What role did pricing power and sector composition play in the 2023–2024 surge in U.S. corporate profits?
Executive summary
The 2023–2024 surge in U.S. corporate profits reflected a mix of genuine sectoral concentration and pricing dynamics: much of the gain came from domestic nonfinancial industries and from firms exercising pricing power amid strong demand and constrained supplies, but broader accounting shifts—like declines in net interest and proprietors’ income—also amplified the rise in corporate share of national income [1] [2] [3].

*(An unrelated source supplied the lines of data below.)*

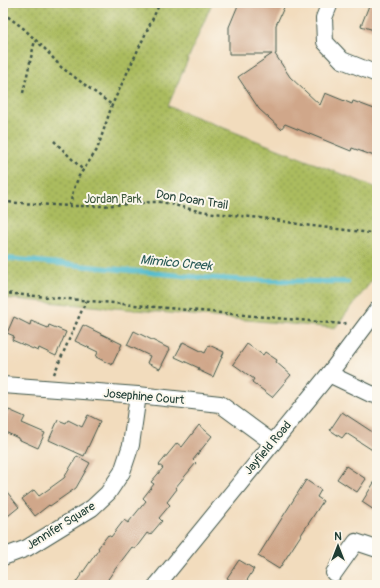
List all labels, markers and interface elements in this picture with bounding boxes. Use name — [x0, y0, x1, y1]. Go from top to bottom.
street label: Don Doan Trail — [155, 187, 229, 213]
park label: Jordan Park — [84, 192, 142, 207]
water label: Mimico Creek — [139, 252, 214, 274]
street label: Josephine Court — [103, 386, 185, 408]
street label: Jayfield Road — [241, 418, 295, 478]
street label: Jennifer Square — [24, 499, 98, 553]
north arrow — [318, 526, 358, 566]
text: N — [334, 530, 342, 543]

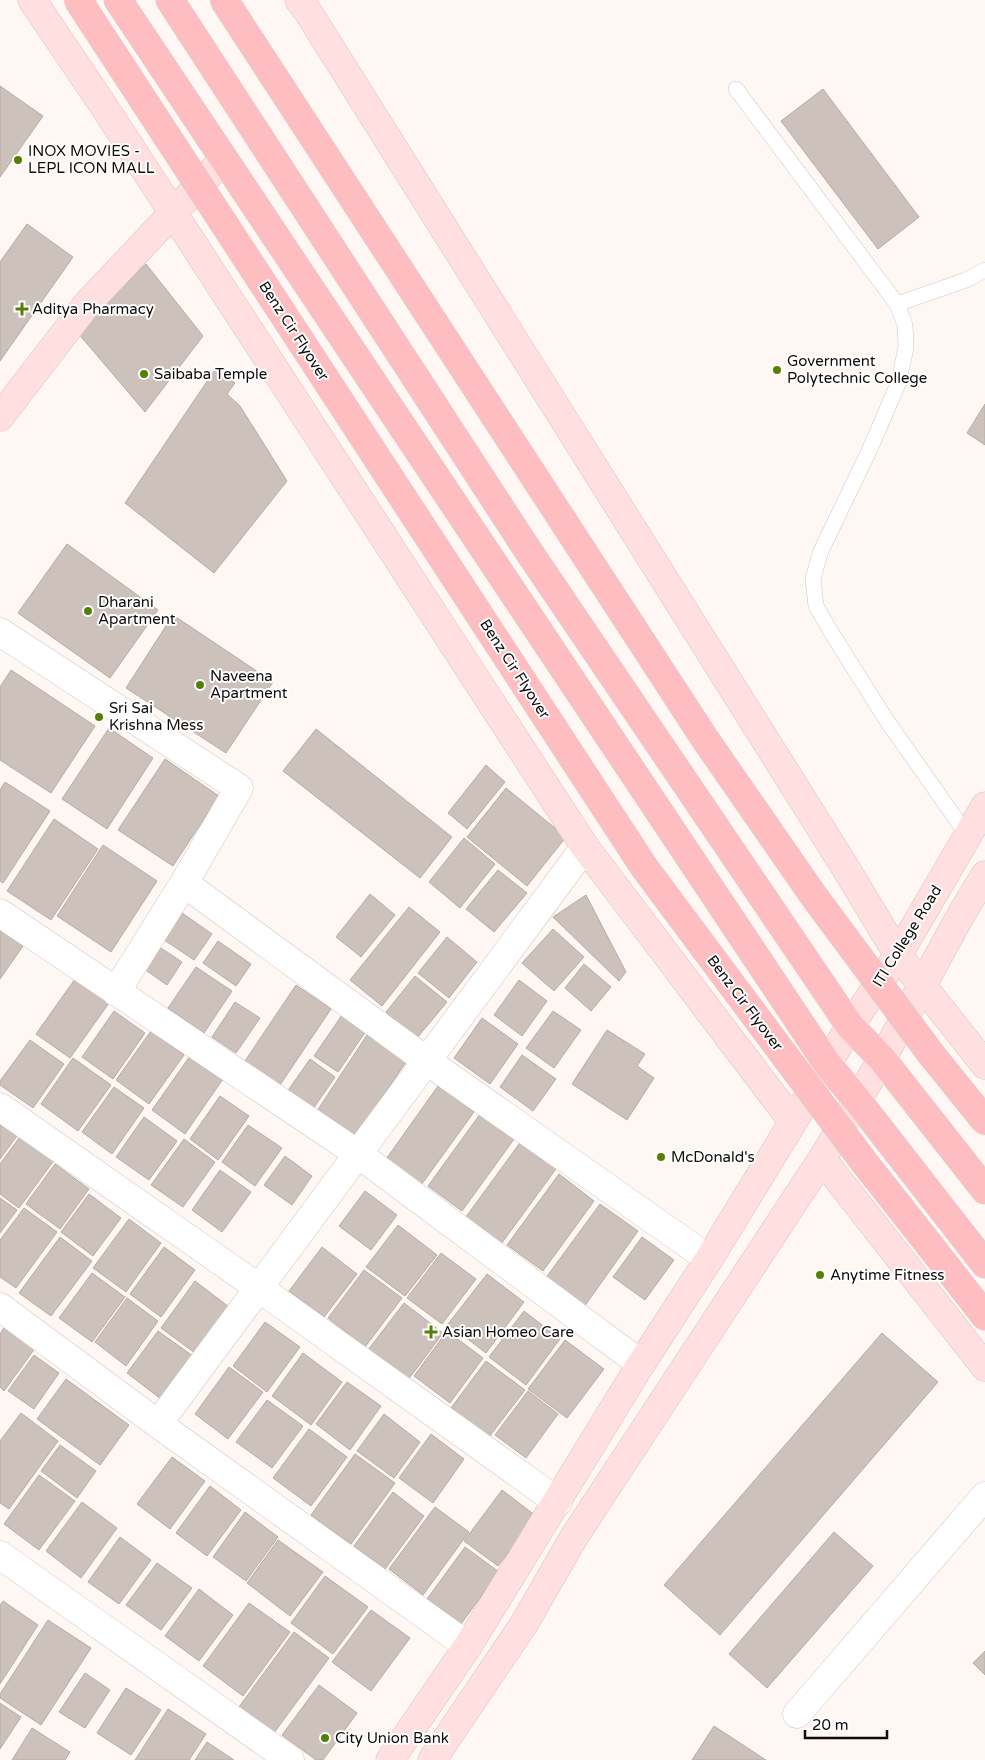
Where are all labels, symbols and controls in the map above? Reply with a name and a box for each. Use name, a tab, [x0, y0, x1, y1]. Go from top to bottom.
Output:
place label: INOX MOVIES - LEPL ICON MALL	[28, 142, 155, 177]
marker: INOX MOVIES - LEPL ICON MALL	[12, 154, 24, 166]
street label: Benz Cir Flyover	[255, 278, 333, 384]
place label: Aditya Pharmacy	[32, 300, 154, 318]
marker: Aditya Pharmacy	[16, 303, 28, 315]
place label: Government Polytechnic College	[787, 352, 927, 387]
marker: Government Polytechnic College	[771, 364, 783, 376]
place label: Saibaba Temple	[154, 365, 267, 383]
marker: Saibaba Temple	[138, 368, 150, 380]
place label: Dharani Apartment	[98, 593, 176, 628]
marker: Dharani Apartment	[82, 605, 94, 617]
street label: Benz Cir Flyover	[476, 616, 554, 722]
place label: Naveena Apartment	[210, 667, 288, 702]
marker: Naveena Apartment	[194, 679, 206, 691]
place label: Sri Sai Krishna Mess	[109, 699, 204, 734]
marker: Sri Sai Krishna Mess	[93, 711, 105, 723]
street label: ITI College Road	[869, 882, 945, 990]
street label: Benz Cir Flyover	[703, 952, 787, 1055]
place label: McDonald's	[671, 1148, 755, 1166]
marker: McDonald's	[655, 1151, 667, 1163]
place label: Anytime Fitness	[830, 1266, 945, 1284]
marker: Anytime Fitness	[814, 1269, 826, 1281]
place label: Asian Homeo Care	[442, 1323, 574, 1341]
marker: Asian Homeo Care	[424, 1325, 438, 1339]
scale bar	[805, 1708, 888, 1740]
text: 20 m	[812, 1716, 849, 1734]
place label: City Union Bank	[335, 1729, 449, 1747]
marker: City Union Bank	[319, 1732, 331, 1744]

1. Sector composition: domestic nonfinancial industries drove the headline rise
Data from the St. Louis Fed show that the post‑pandemic lift in corporate profits was “entirely driven by domestic nonfinancial industries,” with corporate profits reaching $4 trillion by end‑2024 and profits as a share of national income rising about 2.3 percentage points versus pre‑pandemic norms [1]; BEA releases underpin those aggregates and provide the official series on profits [2]. Industry breakdowns further underline concentration: for example, Statista’s compilation of BEA figures highlights large profits in sectors such as wholesale trade, which alone accounted for roughly $290.5 billion in 2023 profits, signaling that a subset of industries disproportionately pulled up aggregate profit totals [4].
2. Pricing power: companies raised prices where they could, and that fed margins
Multiple observers report that strong demand and firms’ ability to raise prices were central to margin expansion: Reuters attributed the late‑2024 record highs in profits to “strong demand and pricing power,” a pattern echoed in earnings commentary from major consumer‑goods firms that tied margin gains to sustained high retail prices [3] [5]. Economists at think tanks argue that pandemic‑era supply bottlenecks left firms with scarce inventories in certain durable and consumer packaged‑goods markets, allowing those firms to pass through price increases and expand margins [6] [5].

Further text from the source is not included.